Pick the lines holding the string "buttons" out of the records and copy them.

:::::

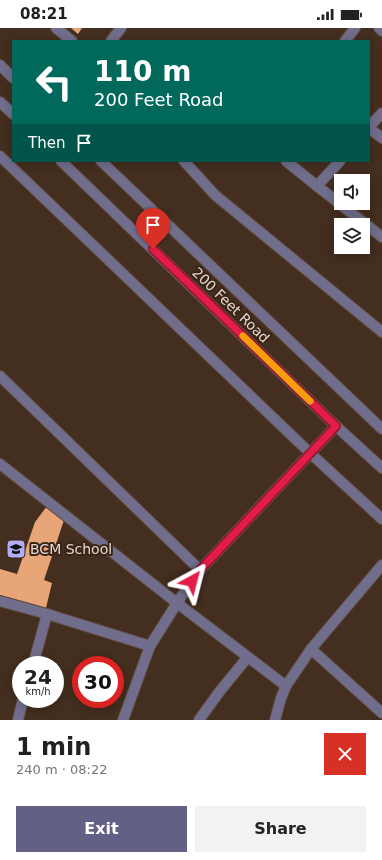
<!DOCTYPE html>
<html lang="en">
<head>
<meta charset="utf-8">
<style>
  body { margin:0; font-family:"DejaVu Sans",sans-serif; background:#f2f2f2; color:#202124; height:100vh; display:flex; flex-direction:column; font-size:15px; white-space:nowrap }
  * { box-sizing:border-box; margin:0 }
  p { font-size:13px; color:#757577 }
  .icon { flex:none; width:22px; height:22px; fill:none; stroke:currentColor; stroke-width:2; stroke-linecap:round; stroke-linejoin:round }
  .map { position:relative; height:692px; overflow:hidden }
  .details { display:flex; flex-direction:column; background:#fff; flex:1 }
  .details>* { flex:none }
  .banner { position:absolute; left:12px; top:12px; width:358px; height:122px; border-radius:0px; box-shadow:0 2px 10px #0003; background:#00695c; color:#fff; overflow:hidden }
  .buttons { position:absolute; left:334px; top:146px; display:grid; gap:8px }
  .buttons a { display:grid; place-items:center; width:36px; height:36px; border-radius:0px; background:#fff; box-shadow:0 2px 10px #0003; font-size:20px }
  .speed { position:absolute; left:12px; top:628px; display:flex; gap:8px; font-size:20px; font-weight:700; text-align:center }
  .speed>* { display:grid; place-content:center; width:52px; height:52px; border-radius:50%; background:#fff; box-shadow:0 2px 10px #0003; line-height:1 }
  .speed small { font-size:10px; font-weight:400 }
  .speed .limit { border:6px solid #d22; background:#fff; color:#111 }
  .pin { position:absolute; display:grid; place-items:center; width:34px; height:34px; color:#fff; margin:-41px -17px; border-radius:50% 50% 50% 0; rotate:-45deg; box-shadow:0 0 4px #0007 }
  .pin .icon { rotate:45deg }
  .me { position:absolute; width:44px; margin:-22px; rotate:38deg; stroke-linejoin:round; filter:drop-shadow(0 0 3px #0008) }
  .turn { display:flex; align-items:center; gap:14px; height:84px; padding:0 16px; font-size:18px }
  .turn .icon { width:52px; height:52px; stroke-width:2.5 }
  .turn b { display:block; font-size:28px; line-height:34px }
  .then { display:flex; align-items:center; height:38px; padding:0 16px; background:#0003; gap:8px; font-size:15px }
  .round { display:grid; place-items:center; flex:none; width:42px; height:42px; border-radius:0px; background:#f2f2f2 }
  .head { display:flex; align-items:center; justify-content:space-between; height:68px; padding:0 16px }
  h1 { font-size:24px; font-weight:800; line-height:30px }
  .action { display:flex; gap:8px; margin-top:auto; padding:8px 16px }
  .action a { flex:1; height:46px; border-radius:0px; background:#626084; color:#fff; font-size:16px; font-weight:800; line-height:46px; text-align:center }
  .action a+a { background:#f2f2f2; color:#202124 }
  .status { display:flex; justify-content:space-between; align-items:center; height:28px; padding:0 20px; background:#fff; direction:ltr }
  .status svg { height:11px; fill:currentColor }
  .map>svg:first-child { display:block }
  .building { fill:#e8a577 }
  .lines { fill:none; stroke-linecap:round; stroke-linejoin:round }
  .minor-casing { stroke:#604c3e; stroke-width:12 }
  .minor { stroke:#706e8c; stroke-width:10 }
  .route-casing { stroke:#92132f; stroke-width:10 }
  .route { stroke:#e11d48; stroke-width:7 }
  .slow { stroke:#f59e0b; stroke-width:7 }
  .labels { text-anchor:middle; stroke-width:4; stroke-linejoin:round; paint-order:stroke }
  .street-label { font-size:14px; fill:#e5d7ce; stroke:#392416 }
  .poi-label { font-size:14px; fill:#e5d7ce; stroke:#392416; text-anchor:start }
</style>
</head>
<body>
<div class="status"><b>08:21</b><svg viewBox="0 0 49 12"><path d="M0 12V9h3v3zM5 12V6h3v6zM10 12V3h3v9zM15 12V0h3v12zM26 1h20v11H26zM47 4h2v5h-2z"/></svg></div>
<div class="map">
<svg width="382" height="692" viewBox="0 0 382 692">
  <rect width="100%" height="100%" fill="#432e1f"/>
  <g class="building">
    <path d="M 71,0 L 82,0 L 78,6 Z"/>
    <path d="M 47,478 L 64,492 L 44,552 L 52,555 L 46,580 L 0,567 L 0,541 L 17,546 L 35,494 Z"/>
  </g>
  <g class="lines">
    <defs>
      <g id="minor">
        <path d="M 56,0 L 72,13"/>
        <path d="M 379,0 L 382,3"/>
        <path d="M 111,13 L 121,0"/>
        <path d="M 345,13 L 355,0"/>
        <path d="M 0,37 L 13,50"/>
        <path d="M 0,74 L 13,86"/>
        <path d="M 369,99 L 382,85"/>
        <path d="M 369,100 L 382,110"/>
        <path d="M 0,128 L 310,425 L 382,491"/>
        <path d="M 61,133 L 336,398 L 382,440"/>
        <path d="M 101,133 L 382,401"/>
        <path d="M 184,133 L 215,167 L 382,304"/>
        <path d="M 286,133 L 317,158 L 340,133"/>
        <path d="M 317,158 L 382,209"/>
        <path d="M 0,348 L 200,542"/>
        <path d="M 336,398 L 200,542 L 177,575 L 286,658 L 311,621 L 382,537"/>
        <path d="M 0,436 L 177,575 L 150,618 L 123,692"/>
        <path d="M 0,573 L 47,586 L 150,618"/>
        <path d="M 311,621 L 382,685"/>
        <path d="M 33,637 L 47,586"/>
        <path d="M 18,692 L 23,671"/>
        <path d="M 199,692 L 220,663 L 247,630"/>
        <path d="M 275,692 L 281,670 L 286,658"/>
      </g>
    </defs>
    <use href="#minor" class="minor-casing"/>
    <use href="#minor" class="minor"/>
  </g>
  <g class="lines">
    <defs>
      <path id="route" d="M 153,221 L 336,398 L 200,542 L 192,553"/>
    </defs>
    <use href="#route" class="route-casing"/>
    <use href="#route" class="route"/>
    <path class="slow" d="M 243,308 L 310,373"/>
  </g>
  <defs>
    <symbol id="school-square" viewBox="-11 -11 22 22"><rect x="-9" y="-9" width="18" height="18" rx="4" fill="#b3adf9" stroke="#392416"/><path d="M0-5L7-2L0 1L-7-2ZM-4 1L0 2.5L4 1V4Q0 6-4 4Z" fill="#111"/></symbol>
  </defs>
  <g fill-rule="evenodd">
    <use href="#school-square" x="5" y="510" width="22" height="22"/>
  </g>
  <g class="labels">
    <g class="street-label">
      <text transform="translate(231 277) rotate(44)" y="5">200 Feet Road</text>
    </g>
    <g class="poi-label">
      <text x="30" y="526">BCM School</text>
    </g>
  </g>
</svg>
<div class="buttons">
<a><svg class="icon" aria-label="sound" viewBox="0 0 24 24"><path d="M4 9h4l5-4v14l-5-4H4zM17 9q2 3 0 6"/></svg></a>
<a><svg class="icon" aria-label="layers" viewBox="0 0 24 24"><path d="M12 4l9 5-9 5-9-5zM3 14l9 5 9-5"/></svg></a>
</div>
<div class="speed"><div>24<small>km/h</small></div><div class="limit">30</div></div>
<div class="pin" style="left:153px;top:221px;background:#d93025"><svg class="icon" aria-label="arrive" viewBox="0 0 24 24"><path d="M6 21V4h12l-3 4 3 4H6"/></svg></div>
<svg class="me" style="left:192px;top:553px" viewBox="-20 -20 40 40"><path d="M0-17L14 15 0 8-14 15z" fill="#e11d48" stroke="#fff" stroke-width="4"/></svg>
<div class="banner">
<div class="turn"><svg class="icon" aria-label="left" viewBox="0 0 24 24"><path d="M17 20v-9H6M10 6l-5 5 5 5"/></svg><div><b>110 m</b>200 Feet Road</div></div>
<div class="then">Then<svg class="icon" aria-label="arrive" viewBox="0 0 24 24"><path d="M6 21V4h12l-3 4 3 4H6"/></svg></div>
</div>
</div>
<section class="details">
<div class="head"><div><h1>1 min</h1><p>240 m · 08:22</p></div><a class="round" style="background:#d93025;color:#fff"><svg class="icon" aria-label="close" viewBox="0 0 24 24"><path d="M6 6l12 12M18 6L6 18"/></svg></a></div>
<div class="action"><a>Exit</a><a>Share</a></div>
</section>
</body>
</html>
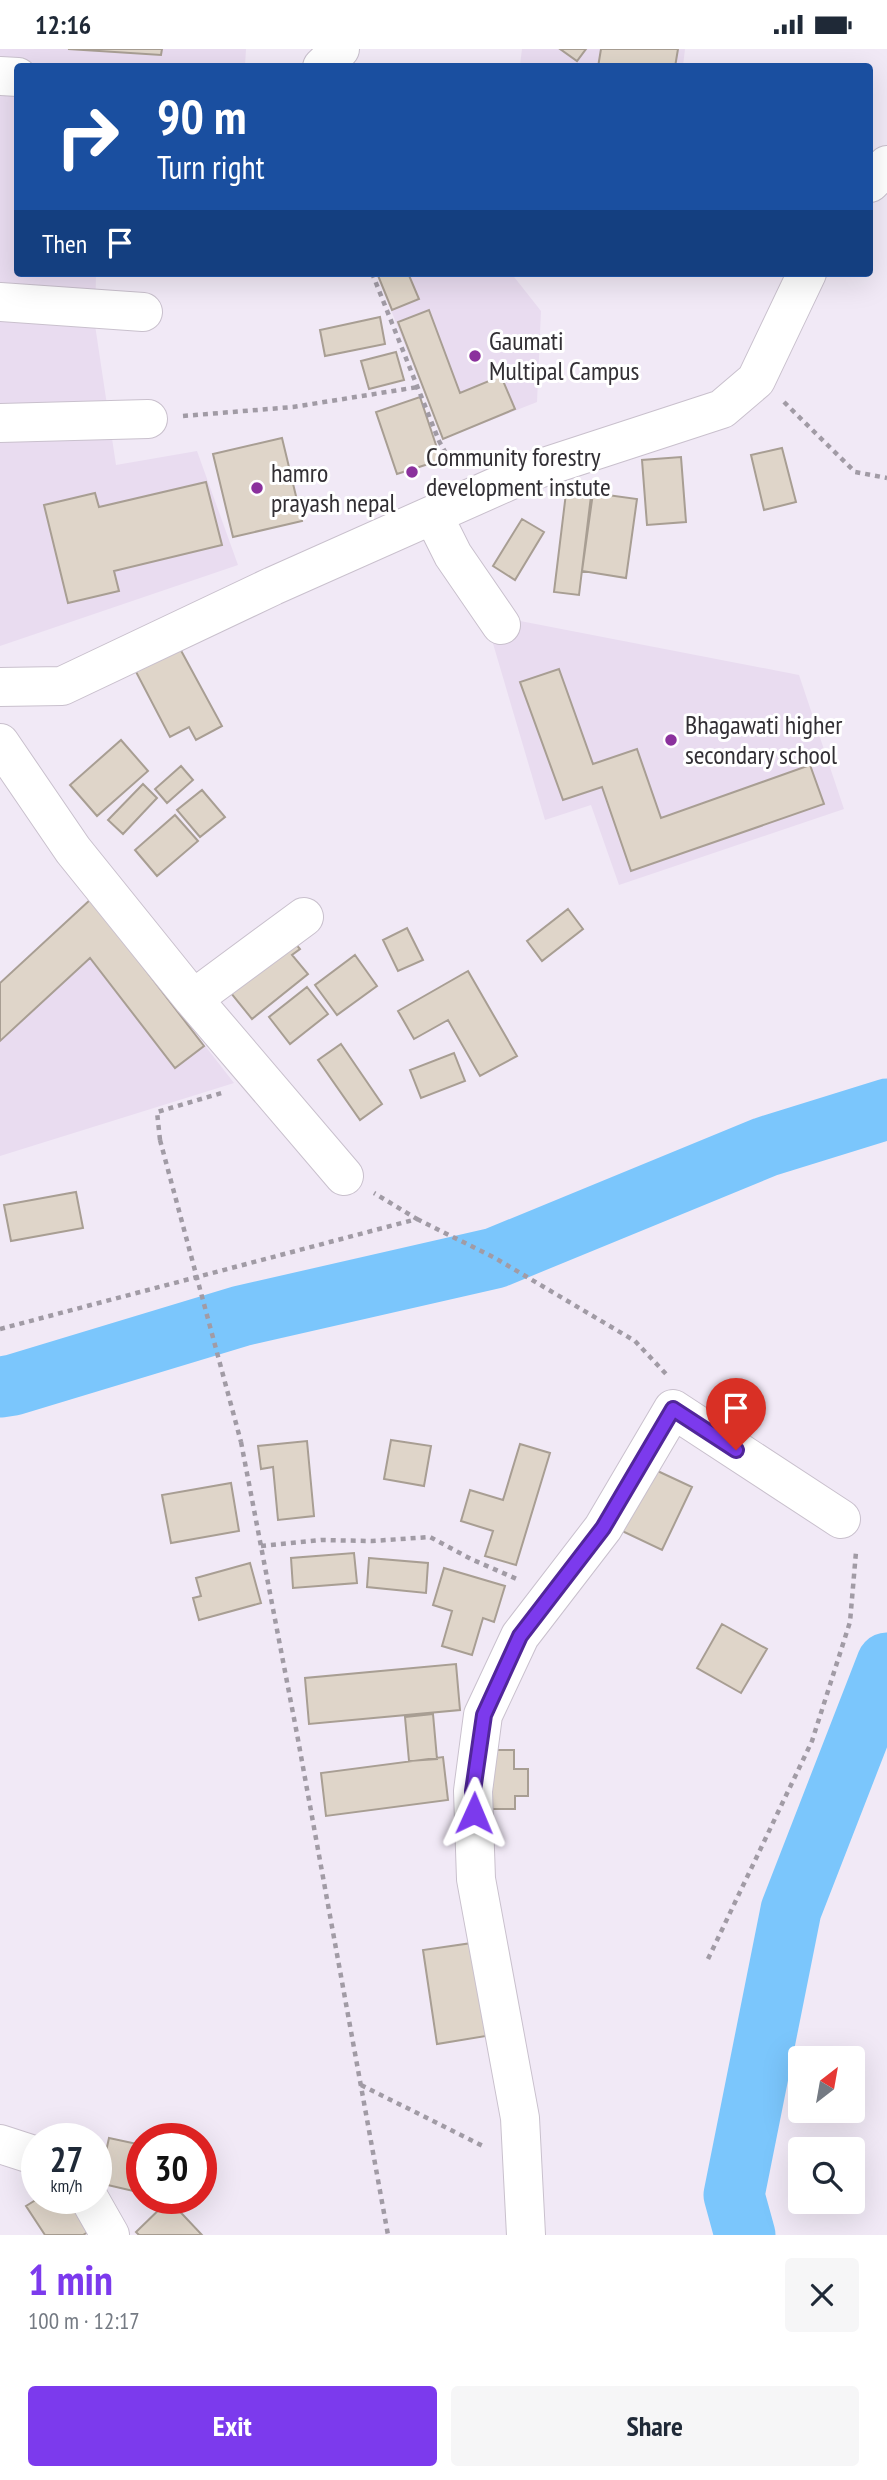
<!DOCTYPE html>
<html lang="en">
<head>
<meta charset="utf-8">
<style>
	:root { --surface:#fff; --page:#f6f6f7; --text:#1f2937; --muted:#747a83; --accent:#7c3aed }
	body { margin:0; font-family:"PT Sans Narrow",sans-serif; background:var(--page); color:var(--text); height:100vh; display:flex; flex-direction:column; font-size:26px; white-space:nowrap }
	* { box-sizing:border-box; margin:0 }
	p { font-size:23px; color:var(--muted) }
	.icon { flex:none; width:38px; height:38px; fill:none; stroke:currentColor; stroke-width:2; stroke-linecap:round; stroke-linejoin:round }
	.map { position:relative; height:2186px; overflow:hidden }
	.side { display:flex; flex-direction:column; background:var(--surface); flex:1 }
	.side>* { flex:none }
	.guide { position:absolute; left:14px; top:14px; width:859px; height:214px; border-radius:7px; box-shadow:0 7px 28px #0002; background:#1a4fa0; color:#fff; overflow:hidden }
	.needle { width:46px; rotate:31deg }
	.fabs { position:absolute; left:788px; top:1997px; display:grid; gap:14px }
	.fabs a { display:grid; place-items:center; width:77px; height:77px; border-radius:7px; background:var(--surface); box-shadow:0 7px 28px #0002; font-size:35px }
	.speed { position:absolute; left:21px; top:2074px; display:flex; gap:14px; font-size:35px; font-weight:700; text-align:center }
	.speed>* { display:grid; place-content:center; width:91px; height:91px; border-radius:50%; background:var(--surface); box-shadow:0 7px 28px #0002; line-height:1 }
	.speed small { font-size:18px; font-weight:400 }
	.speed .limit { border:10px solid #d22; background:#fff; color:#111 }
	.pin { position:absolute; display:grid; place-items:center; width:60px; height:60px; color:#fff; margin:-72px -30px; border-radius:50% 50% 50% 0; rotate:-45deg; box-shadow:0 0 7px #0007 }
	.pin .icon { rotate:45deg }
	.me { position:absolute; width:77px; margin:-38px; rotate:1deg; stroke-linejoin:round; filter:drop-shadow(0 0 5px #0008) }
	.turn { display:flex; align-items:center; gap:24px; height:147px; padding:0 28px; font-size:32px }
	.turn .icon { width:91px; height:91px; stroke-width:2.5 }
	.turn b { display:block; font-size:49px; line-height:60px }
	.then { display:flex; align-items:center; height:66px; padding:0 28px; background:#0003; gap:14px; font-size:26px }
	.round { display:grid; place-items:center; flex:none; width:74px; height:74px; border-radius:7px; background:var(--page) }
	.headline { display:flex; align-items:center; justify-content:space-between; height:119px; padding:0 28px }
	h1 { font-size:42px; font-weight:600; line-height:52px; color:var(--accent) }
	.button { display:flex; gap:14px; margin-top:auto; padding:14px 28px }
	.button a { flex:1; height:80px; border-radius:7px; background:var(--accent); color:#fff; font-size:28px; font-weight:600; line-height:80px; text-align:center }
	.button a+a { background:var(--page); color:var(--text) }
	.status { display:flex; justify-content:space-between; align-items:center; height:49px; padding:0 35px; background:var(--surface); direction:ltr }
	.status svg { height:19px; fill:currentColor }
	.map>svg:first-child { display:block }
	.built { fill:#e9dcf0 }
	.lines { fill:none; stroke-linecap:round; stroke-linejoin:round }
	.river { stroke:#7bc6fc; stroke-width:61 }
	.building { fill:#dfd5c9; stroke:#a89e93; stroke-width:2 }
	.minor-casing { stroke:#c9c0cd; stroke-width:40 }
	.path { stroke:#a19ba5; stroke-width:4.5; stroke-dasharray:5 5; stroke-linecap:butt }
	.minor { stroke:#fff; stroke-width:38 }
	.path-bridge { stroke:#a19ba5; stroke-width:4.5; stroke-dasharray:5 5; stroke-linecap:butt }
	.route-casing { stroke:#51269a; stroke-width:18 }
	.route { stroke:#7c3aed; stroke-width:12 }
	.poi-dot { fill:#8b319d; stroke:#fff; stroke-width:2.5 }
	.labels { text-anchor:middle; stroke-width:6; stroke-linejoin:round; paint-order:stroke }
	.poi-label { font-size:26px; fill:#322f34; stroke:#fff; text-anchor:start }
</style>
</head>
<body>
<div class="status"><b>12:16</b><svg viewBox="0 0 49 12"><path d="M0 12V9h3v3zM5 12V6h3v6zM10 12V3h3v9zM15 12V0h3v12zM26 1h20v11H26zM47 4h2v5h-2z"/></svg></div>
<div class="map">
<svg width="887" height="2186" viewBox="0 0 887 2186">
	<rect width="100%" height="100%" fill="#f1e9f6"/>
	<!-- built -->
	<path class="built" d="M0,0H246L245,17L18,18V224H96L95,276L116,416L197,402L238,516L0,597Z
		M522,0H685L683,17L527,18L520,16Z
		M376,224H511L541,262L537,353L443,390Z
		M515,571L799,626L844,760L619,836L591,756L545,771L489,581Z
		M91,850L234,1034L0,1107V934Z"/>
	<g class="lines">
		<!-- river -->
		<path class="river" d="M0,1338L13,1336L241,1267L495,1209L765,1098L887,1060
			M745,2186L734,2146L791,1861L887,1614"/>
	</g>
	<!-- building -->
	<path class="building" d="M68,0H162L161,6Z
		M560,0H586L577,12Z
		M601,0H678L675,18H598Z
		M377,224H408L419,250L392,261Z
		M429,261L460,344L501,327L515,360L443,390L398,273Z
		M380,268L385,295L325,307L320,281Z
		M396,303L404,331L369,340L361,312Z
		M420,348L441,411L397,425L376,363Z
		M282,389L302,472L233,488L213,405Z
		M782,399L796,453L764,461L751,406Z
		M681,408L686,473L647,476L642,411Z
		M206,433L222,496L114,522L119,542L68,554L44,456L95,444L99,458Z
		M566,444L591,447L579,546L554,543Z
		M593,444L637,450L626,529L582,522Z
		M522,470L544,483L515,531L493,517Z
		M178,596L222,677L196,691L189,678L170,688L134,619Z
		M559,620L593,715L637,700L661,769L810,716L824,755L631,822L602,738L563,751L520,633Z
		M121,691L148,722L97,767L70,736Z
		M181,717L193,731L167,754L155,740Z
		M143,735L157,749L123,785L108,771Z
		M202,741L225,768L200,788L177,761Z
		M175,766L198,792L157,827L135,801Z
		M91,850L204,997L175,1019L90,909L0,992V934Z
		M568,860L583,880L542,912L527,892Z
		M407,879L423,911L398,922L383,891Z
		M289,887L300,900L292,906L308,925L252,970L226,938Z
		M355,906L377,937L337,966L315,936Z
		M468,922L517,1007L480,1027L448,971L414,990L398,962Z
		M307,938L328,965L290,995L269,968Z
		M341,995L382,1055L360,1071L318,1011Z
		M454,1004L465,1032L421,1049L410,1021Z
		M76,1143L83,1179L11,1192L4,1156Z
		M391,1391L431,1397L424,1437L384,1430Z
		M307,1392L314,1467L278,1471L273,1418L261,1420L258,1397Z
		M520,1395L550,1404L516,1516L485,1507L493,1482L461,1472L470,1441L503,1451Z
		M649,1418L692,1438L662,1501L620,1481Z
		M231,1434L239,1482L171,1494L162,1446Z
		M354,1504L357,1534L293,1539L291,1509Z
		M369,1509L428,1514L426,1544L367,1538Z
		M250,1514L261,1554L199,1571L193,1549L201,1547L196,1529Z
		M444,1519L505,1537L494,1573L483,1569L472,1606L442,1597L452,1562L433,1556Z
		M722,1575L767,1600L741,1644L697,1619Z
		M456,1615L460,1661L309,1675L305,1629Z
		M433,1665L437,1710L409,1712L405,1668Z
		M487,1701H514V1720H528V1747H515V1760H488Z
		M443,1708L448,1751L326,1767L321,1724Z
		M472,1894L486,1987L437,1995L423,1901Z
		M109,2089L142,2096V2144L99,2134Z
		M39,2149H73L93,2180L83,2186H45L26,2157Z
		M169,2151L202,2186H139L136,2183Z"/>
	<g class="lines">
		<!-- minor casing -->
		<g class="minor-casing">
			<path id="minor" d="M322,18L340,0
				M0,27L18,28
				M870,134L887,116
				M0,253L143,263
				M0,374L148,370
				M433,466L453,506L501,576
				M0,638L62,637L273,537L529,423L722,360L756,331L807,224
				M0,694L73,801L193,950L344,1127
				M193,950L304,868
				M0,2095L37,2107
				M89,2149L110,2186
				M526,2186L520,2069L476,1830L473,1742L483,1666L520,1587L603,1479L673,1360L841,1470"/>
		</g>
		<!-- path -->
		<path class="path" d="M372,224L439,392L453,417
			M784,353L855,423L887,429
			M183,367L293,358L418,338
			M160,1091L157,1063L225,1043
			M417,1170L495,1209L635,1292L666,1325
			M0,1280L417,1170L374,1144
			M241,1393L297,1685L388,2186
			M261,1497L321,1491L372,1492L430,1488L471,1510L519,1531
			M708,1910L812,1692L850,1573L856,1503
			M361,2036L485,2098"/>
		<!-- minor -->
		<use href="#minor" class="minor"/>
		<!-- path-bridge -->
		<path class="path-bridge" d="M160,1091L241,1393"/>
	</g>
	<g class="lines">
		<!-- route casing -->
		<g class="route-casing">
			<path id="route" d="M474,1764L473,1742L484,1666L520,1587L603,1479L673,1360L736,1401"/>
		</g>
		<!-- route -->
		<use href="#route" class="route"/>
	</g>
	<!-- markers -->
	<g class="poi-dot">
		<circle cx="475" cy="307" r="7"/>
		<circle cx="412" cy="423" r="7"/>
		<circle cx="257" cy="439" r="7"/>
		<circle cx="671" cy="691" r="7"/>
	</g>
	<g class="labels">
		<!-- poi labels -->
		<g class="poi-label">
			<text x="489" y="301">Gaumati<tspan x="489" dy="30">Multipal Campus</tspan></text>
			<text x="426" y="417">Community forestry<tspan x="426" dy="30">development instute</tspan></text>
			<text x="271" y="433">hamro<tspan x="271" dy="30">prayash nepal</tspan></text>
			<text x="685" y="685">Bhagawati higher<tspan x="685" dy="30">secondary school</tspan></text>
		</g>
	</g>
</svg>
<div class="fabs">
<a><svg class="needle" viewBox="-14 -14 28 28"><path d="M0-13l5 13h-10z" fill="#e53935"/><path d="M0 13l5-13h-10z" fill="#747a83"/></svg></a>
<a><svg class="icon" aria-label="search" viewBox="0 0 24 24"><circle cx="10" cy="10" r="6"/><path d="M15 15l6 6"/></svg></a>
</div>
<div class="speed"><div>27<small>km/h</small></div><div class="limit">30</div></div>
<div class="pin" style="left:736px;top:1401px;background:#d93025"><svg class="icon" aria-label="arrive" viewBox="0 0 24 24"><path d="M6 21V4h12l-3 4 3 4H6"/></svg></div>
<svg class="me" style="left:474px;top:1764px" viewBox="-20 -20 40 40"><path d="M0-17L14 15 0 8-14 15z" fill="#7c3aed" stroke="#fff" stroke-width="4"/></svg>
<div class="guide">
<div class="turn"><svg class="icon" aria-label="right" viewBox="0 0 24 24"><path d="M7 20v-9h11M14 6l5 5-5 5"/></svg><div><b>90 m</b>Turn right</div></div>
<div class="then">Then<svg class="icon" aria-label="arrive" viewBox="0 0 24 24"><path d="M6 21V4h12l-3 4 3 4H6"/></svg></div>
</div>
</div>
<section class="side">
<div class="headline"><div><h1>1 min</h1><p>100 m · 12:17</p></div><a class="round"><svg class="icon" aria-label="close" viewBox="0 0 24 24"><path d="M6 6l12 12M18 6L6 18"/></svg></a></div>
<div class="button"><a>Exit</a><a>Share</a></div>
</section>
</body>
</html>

:::::

> _Your response_
  .buttons { position:absolute; left:334px; top:146px; display:grid; gap:8px }
  .buttons a { display:grid; place-items:center; width:36px; height:36px; border-radius:0px; background:#fff; box-shadow:0 2px 10px #0003; font-size:20px }
<div class="buttons">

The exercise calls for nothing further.